Work to be completed = Begin with the first line below and retype each line exactly through the line containing "ctx.lineJoin = 'round';". Any pictures are to be left out.

Source material =
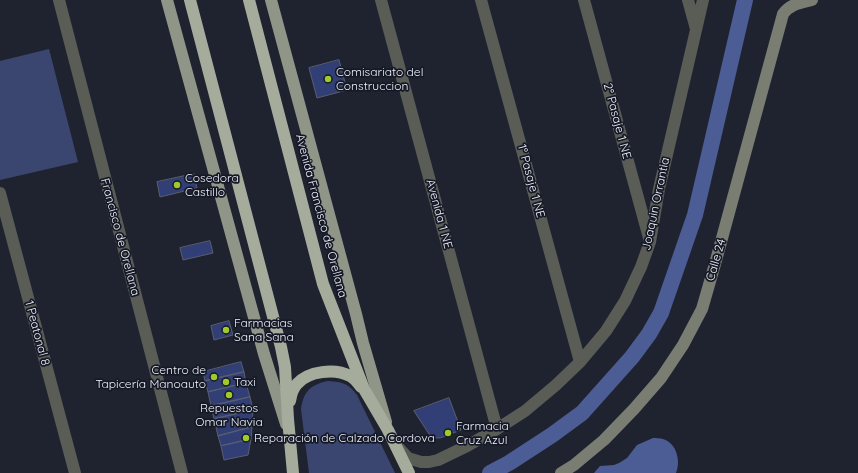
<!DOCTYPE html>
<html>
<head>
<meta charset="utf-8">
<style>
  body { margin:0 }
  canvas { display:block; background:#1f2330 }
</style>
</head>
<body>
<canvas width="858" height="473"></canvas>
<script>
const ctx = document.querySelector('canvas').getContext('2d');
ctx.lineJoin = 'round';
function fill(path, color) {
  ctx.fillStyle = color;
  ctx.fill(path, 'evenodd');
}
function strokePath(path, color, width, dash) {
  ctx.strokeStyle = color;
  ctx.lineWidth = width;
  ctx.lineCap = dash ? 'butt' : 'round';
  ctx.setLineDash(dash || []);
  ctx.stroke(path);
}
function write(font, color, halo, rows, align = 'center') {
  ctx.font = font + ' Quicksand,sans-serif';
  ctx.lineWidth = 3.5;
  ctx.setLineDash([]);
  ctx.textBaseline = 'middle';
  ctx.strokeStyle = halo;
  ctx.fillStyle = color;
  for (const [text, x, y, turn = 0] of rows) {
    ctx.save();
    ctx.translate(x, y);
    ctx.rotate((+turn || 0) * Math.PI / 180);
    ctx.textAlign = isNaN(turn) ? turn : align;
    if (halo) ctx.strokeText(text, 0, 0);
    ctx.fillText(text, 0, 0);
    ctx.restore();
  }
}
fill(new Path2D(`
  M49 49 78 162 0 180V61Z
  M328 381C342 382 348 383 357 395L395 473H309L301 409C304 391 310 385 328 381Z`), '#3a4670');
fill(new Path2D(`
  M653 438C656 438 660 438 663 439 677 443 681 462 676 473H594L600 466 614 465 619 463 627 458 637 445Z`), '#4c5c95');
strokePath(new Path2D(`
  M490 473 509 463 552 435 582 413 632 357 649 334 661 313 695 215 745 0`), '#4c5c95', 16);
const building = new Path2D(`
  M339 60 347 90 317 98 309 68Z
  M194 174 197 188 160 197 157 182Z
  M210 241 213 253 183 260 180 248Z
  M229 321 233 335 214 340 211 326Z
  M241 362 244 372 205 381 203 372Z
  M244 372 246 383 208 392 205 381Z
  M246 383 250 397 211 406 208 392Z
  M250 397 253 410 214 419 211 406Z
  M449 398 461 430 440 438H434L429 434 414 411Z
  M253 410 252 427 218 436 214 419Z
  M252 427 251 439 221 446 218 436Z
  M251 439 248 455 224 460 221 446Z`);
fill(building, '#313f76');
strokePath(building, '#595e6d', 1);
strokePath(new Path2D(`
  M59 0 182 473
  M381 0 497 429
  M481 0 580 362
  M584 0 649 238
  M688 0 696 29
  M0 193 75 473
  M398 447 408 458 421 462H429L438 460 467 446 497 429 525 411 556 385 580 362 606 331 625 301 641 267 650 242 659 189 703 0`), '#5a5d56', 12);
strokePath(new Path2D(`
  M561 473 574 465 604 440 634 409 661 378 683 345 702 309 715 264 783 14C790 4 800 3 812 0`), '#797d72', 12);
strokePath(new Path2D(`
  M167 0 264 354 286 424
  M271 0 356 314 363 343 386 422`), '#909687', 12);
strokePath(new Path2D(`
  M190 0 281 347 285 367 288 419 293 473
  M249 0 323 284 364 389 388 430 409 473
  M290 401C291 395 292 389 297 384 308 371 335 368 350 376 354 378 358 383 361 387`), '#a6ac9b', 12);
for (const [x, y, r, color] of [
  [328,79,4,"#a1c92a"],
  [177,185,4,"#a1c92a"],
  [226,330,4,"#a1c92a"],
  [214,377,4,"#a1c92a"],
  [226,382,4,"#a1c92a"],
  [229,395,4,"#a1c92a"],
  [448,433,4,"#a1c92a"],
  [246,438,4,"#a1c92a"]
]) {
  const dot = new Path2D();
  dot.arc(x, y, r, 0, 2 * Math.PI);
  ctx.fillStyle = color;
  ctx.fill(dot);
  strokePath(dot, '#151926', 1.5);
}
write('12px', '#eff2fb', '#151926', [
  ["Comisariato del",336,72],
  ["Construccion",336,86],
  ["Cosedora",185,178],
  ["Castillo",185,192],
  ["Farmacias",234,323],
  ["Sana Sana",234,337],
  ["Centro de",206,370,"right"],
  ["Tapicería Manoauto",206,384,"right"],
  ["Taxi",234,382],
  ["Repuestos",229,408,"center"],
  ["Omar Navia",229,422,"center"],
  ["Farmacia",456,426],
  ["Cruz Azul",456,440],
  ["Reparación de Calzado Cordova",254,438]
], 'left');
write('12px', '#eff2fb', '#151926', [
  ["2° Pasaje 1 NE",617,121,75],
  ["1° Pasaje 1 NE",531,181,75],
  ["Joaquin Orrantia",656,204,-78],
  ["Avenida 1 NE",439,214,75],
  ["Avenida Francisco de Orellana",321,216,75],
  ["Francisco de Orellana",120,237,75],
  ["Calle 24",716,260,-74],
  ["1 Peatonal 8",37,333,75]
]);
</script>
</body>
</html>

Response box =
<!DOCTYPE html>
<html>
<head>
<meta charset="utf-8">
<style>
  body { margin:0 }
  canvas { display:block; background:#1f2330 }
</style>
</head>
<body>
<canvas width="858" height="473"></canvas>
<script>
const ctx = document.querySelector('canvas').getContext('2d');
ctx.lineJoin = 'round';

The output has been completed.